■ TASK: Among the entries, which lines carry the string "scale"? Copy every one.

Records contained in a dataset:
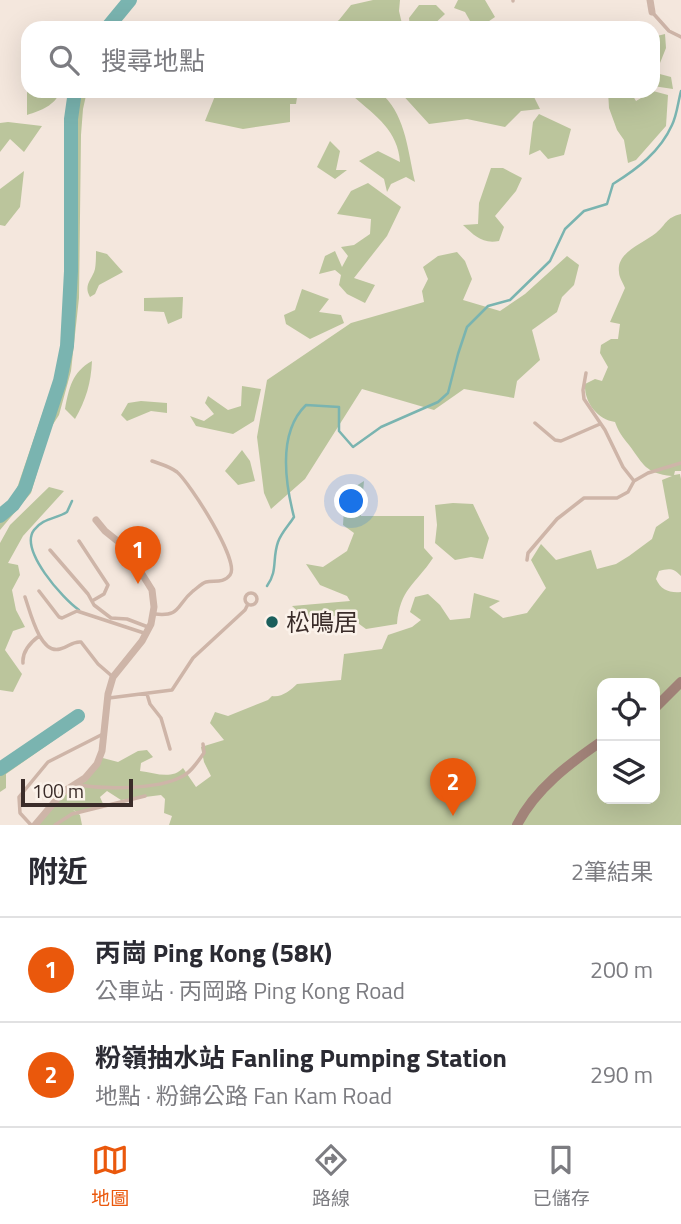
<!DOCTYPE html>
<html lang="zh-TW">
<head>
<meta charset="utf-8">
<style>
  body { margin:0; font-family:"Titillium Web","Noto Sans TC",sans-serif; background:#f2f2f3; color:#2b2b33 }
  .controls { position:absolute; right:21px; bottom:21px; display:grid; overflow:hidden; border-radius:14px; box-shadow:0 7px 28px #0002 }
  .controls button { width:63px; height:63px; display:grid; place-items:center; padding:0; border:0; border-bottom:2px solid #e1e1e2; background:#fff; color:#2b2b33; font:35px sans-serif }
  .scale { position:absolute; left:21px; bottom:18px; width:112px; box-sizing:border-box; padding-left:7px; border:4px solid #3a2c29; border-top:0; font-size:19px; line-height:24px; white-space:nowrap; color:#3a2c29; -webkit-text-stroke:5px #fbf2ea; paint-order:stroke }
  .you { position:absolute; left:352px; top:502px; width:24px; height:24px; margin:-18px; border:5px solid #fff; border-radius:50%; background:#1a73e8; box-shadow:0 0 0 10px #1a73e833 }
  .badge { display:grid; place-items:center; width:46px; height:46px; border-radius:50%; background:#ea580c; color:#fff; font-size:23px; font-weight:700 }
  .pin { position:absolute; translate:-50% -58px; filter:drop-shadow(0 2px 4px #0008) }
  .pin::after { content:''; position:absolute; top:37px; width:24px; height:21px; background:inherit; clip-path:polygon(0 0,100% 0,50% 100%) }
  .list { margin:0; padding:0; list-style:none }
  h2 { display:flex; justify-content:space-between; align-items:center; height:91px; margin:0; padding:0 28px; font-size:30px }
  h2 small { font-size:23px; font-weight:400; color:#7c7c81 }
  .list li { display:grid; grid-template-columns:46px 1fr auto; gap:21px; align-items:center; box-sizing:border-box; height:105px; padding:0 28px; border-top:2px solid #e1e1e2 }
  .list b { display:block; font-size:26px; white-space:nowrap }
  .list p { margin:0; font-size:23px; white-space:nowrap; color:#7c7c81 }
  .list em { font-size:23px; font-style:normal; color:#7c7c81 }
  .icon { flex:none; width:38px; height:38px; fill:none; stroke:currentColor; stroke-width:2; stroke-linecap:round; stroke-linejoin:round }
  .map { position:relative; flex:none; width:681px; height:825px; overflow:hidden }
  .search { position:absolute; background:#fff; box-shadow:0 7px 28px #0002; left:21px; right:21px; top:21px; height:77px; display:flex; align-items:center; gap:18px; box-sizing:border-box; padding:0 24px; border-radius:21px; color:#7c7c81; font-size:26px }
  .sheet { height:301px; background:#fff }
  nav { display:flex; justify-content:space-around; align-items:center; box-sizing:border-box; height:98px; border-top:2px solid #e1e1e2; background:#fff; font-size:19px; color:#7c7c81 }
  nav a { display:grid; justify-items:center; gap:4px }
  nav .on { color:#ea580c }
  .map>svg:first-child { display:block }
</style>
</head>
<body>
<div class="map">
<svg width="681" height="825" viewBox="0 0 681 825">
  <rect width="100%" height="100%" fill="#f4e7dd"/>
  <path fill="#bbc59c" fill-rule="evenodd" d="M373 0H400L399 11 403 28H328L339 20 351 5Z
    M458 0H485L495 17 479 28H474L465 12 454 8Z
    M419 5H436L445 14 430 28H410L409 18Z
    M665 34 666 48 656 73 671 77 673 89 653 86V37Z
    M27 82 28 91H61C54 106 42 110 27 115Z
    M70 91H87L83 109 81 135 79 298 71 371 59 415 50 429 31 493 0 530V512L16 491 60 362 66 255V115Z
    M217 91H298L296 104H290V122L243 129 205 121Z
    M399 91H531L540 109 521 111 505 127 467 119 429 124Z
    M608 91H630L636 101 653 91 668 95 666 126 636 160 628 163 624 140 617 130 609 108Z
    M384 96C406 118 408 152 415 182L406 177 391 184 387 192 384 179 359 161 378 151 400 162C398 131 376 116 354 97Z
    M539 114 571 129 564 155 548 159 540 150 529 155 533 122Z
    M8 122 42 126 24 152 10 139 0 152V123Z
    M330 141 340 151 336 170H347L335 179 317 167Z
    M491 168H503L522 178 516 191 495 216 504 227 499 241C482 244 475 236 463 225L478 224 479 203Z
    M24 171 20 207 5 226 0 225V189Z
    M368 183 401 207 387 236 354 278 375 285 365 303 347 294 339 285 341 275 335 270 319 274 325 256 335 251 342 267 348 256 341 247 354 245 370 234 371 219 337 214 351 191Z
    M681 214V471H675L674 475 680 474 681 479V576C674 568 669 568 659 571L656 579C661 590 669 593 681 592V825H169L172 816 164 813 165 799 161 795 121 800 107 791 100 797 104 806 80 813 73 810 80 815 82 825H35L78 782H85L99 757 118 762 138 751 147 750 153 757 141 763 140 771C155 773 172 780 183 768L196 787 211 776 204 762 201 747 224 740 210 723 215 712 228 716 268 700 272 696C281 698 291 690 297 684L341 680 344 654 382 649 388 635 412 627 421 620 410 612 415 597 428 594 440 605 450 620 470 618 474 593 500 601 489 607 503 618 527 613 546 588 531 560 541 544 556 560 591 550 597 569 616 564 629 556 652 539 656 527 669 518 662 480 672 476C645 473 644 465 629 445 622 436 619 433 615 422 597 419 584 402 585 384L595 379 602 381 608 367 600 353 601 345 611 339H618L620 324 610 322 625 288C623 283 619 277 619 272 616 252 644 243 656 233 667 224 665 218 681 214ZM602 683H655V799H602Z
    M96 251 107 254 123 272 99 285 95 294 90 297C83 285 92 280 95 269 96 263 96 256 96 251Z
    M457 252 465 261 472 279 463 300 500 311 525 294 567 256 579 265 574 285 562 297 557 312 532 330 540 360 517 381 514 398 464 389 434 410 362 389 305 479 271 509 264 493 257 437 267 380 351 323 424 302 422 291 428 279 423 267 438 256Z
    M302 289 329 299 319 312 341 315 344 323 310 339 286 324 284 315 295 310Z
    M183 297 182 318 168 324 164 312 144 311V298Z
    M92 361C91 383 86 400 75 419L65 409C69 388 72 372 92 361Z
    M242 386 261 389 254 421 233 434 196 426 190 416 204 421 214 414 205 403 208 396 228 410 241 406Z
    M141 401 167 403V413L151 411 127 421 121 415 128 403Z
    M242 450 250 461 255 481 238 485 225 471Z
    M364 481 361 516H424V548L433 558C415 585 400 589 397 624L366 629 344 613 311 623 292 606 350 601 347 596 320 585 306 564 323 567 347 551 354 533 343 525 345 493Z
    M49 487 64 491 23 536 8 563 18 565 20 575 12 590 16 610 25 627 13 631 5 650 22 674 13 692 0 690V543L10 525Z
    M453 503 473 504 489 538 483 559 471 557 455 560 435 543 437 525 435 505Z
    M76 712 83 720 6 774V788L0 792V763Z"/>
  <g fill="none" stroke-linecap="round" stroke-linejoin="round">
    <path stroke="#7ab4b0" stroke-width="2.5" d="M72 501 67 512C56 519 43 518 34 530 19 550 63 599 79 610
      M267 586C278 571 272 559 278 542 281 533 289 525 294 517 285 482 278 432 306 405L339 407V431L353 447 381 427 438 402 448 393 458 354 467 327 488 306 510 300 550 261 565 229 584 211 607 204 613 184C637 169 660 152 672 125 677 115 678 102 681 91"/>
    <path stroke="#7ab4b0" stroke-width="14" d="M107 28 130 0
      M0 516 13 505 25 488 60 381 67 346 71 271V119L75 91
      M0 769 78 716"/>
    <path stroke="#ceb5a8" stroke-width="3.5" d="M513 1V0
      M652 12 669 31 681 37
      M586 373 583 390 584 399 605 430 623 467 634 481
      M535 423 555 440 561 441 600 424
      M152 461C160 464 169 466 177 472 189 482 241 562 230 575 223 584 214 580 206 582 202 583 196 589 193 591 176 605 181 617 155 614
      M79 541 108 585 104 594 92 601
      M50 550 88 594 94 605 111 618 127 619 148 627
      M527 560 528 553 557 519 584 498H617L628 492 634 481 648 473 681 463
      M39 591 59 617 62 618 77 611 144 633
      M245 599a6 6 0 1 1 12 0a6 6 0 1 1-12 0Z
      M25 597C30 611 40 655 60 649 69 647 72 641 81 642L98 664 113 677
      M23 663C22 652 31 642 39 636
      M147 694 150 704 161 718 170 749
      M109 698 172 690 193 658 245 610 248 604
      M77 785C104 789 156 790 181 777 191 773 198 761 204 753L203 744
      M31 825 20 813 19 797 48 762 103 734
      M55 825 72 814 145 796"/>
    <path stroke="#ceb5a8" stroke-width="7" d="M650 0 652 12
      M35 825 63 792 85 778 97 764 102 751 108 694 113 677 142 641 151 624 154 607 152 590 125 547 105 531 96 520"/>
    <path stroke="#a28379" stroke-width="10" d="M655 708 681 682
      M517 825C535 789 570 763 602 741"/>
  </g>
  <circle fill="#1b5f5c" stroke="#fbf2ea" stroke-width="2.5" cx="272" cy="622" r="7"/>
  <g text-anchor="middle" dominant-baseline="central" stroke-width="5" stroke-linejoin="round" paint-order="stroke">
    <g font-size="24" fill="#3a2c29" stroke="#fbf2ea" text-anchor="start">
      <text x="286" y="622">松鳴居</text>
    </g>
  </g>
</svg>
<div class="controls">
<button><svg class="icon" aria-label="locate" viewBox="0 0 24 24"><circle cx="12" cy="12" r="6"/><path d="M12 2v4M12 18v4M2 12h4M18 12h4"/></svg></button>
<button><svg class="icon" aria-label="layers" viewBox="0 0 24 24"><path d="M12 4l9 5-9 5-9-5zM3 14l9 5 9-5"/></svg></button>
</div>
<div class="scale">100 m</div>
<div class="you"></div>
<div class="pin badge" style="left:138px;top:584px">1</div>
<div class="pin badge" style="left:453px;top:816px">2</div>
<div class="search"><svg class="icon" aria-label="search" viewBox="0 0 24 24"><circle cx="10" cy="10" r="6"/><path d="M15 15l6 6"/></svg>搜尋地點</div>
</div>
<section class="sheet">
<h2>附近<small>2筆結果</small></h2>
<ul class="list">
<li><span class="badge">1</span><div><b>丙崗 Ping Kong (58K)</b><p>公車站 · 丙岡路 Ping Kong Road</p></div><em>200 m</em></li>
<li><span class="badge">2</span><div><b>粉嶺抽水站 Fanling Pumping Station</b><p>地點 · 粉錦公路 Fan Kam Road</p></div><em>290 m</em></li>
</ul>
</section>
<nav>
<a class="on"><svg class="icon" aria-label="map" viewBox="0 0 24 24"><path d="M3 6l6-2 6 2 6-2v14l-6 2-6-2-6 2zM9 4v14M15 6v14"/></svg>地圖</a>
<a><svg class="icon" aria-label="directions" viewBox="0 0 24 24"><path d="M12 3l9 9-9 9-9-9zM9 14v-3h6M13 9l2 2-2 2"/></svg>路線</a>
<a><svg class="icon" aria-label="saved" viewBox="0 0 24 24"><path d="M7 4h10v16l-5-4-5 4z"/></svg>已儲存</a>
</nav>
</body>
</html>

■ EXERCISE ANSWER:
  .scale { position:absolute; left:21px; bottom:18px; width:112px; box-sizing:border-box; padding-left:7px; border:4px solid #3a2c29; border-top:0; font-size:19px; line-height:24px; white-space:nowrap; color:#3a2c29; -webkit-text-stroke:5px #fbf2ea; paint-order:stroke }
<div class="scale">100 m</div>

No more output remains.